Pete Buttigieg was confronted over his use of taxpayer-funded flights on private planes while giving extensive testimony on his brief to the House Committee on Transportation and Infrastructure on Wednesday.
President Joe Biden’s transportation secretary was grilled on his use of private flights during the hearing by Republican representative for Missouri Eric Burlison. It came after Buttigieg’s department was accused of “dragging its feet” over disclosures on the amount the federal government had spent on non-commercial flights for him.
While Burlison appeared critical of Buttigieg, saying “not everyone gets to travel the way that you do,” the Biden administration cabinet member stressed that private flights accounted for around 3 percent of his travel since taking office, and were often used in cases where “it will save taxpayer money.”
The Department of Transportation (DOT) has faced repeated questions about the use of private planes. In February, GOP senator for Florida Marco Rubio wrote to DOT Inspector General Eric Soskin demanding a review of Buttigieg’s travel to see if it was in compliance with its governing regulations and procedures.
He cited a Fox News report which claimed that Buttigieg had used at least 18 private flights run by the Federal Aviation Administration (FAA), and said that “while the total cost remains unknown,” the agency charges around $5,000 an hour for use of one of its jets.
At the time, a DOT spokesperson told the New York Post that it welcomed the independent audit to “put some of the false, outlandish, and cynical claims about the secretary’s mode of travel to rest,” adding that the use of FAA flights were usually used due to cost or security constraints.

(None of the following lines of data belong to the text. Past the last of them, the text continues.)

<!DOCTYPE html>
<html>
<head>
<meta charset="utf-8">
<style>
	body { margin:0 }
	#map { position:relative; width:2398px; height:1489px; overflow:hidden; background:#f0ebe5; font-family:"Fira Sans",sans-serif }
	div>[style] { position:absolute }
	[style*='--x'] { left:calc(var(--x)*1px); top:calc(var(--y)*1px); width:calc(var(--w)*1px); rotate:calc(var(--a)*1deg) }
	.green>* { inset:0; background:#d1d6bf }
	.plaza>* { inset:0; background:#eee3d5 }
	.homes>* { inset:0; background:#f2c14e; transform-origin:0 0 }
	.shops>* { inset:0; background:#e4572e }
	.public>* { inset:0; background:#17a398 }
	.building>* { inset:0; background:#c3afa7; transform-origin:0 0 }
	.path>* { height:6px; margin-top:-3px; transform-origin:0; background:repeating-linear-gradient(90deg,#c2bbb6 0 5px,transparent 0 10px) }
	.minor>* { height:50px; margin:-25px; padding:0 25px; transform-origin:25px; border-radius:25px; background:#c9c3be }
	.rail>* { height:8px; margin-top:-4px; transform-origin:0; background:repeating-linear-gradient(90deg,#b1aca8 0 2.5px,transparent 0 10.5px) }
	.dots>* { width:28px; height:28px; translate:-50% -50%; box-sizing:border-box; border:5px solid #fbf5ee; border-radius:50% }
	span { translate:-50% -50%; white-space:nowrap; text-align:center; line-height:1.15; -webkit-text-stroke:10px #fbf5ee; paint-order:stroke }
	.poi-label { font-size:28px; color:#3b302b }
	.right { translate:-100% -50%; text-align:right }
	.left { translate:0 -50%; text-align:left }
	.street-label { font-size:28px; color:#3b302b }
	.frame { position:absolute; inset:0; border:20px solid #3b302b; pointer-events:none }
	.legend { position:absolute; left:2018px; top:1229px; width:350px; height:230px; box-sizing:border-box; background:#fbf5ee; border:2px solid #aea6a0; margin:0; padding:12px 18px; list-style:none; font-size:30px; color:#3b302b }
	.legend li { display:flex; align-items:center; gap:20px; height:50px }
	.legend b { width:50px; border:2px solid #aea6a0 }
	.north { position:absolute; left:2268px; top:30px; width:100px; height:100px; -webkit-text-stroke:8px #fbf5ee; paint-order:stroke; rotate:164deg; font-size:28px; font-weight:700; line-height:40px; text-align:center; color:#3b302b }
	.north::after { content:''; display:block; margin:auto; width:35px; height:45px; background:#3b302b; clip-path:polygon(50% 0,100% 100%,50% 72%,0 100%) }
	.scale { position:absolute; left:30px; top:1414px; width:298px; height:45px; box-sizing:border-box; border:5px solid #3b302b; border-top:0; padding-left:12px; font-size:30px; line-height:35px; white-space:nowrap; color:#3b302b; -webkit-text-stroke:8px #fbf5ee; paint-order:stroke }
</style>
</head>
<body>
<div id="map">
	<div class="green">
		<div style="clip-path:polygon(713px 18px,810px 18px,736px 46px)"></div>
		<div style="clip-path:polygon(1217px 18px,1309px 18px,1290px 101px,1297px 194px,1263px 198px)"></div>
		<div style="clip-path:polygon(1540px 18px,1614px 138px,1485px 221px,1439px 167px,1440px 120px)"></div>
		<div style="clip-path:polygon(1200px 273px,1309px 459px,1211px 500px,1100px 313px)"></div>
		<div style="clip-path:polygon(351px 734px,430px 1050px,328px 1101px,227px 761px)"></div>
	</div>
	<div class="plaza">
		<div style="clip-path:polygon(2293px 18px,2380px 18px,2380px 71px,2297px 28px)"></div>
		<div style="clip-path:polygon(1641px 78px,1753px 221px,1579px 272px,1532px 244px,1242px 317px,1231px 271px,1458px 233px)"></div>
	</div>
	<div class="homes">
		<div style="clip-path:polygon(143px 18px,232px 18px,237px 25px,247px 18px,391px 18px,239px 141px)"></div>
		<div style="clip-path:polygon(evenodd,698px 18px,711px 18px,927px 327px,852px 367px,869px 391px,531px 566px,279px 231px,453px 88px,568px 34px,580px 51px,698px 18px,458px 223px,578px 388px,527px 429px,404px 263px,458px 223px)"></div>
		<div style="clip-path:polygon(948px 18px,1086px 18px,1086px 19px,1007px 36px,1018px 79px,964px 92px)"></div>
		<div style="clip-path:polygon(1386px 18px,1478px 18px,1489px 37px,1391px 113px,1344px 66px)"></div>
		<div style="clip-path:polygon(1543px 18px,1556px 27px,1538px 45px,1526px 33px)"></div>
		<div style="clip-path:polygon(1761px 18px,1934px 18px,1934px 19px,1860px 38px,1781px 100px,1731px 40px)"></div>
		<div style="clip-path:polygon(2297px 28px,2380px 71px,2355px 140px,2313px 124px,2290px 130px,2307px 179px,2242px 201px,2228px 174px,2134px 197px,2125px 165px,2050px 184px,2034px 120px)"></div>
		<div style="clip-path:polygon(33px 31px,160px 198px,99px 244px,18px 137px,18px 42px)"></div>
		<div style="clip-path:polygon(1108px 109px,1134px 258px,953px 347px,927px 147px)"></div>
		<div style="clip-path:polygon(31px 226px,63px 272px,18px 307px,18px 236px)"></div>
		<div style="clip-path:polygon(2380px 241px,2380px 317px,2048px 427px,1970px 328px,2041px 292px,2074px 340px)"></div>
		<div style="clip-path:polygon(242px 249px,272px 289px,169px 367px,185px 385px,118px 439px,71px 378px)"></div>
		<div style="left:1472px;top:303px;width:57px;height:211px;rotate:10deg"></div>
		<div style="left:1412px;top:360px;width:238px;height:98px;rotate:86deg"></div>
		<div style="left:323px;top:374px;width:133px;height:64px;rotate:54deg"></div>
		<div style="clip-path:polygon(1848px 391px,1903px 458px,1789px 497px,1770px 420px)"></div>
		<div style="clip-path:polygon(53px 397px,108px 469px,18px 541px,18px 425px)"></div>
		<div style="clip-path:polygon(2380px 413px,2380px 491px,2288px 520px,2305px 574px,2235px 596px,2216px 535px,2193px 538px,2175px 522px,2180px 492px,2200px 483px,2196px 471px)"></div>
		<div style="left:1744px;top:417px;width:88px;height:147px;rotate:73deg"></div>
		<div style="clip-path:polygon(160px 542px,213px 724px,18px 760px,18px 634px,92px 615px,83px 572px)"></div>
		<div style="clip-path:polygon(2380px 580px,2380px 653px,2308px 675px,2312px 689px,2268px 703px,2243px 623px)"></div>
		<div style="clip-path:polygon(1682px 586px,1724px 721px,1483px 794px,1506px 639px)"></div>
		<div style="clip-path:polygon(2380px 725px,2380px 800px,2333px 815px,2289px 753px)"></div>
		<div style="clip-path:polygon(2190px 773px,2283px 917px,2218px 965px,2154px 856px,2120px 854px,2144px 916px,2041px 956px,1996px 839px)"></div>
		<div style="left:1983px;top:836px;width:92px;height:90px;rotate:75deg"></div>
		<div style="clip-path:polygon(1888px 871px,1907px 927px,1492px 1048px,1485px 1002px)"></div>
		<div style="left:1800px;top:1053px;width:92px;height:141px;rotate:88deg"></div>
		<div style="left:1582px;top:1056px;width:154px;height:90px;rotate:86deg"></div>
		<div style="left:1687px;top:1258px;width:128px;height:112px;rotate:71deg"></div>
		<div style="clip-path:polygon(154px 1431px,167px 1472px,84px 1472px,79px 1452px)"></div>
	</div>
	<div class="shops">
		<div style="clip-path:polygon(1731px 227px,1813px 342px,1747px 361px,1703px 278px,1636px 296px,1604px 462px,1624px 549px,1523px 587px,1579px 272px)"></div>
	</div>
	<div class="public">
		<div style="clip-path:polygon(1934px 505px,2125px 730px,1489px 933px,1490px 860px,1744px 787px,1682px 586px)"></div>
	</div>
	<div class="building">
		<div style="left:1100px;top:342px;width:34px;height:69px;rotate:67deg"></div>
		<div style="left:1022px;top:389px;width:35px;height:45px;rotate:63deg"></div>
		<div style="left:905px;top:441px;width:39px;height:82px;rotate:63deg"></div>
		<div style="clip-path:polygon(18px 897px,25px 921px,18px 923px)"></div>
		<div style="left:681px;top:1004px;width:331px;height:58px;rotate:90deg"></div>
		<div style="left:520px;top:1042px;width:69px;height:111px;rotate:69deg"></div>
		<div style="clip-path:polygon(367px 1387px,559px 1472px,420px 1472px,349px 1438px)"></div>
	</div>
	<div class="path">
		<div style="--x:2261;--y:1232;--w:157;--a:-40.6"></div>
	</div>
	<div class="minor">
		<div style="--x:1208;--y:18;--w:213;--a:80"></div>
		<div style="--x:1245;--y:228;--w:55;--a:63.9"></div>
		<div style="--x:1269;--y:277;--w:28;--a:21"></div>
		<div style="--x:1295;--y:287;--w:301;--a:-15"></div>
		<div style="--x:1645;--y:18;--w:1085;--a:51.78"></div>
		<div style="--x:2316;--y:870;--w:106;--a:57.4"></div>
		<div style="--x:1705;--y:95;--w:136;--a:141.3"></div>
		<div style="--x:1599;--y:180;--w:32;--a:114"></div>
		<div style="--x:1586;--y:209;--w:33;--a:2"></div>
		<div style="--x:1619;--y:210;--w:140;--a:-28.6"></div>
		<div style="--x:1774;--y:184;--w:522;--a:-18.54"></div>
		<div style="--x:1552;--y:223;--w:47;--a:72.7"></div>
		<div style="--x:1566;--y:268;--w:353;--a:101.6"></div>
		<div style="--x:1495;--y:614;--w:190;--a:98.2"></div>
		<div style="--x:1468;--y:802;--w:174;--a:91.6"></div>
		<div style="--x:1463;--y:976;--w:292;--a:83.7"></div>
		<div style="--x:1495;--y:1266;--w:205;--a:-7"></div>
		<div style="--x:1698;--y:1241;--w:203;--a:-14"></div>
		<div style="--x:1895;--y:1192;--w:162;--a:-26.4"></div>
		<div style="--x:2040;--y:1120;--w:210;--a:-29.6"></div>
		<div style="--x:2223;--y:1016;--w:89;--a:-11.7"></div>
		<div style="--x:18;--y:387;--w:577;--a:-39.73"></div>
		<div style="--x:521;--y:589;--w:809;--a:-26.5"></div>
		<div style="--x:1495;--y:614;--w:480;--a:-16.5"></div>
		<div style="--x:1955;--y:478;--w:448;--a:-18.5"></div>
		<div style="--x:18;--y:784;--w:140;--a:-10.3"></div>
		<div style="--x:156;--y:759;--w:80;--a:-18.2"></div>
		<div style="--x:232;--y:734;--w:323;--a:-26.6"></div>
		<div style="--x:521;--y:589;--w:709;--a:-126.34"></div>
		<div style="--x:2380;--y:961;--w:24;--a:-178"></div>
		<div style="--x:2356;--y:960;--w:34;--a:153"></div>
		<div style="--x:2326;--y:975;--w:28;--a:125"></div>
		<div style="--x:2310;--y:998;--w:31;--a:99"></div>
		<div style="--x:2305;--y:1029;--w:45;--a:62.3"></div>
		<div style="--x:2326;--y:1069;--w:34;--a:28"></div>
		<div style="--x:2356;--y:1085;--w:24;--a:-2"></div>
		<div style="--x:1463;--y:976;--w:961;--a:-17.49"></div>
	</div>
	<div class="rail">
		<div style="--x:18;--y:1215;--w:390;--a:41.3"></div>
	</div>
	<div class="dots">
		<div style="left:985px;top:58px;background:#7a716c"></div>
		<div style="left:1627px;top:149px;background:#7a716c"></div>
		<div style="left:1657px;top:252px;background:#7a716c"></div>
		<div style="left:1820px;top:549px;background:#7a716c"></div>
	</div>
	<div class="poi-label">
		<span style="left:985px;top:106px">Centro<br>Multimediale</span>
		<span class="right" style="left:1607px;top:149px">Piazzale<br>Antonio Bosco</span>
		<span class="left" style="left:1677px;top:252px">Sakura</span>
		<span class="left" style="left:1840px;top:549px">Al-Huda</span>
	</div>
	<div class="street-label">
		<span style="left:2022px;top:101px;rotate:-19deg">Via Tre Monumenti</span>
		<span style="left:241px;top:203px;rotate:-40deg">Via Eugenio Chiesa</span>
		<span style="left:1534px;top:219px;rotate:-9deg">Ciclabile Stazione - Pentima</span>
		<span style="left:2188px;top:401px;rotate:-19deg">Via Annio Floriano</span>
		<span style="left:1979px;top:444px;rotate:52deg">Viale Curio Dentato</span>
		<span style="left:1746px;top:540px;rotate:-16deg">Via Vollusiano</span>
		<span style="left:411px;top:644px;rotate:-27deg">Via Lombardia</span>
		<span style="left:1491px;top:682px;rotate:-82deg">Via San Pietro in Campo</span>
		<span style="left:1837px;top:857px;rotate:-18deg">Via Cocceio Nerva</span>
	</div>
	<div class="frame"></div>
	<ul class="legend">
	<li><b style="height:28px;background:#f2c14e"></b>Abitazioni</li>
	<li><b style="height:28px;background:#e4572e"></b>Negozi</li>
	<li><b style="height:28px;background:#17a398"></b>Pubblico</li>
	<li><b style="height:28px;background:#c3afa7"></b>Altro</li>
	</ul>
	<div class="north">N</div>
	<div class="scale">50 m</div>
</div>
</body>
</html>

At the end of August, Americans for Public Trust (APT)—a self-described nonpartisan organization—said that the FAA had repeatedly missed deadlines to fulfil Freedom of Information Act (FOIA) requests on the cost of the flights to the taxpayer.
The group added that it had initially made the requests in November 2022, before filing a lawsuit against the agency in June over the delayed response.
Asked about how often he used private planes, Buttigieg told Burlison: “I knew this might come up, so I brought some numbers. Since getting the job, I have taken—these are estimates, give or take a couple—but I’ve taken 638 flights.”
He added: “607 of them were commercial, 10 of them were on military aircraft such as Air Force One, and 21 were on FAA aircraft—representing about 3 percent of the flights.”
The transportation secretary said that he did not have the information to hand to respond to questions about the cost of the flights or the status of the FOIA process, but said: “I appreciate the chance to discuss this, because I can’t help get the sense that some people want to make it sound as if I don’t travel most of the time on commercial aircraft, which of course is untrue.”
“I think the irony for most people in my district is that they’re being told they’re going to have to convert to electric vehicles, to reduce their carbon footprint, and yet not everyone gets to travel the way that you do,” Burlison said.
“The way I usually travel is in economy class aboard an airliner like everybody else,” Buttigieg responded. “When we do it differently, it’s often because it will save taxpayer money.”
Newsweek approached the DOT via email for further comment on Thursday.
APT also said that after it had filed its lawsuit against the FAA, representatives had met with Bradley Silverman, a government lawyer, who it said had indicated that the aviation agency had not started the process of collecting information until after the legal challenge had been made.
The FAA is now expected to hand the documents over by the end of October. Newsweek approached the agency via email for comment on Thursday.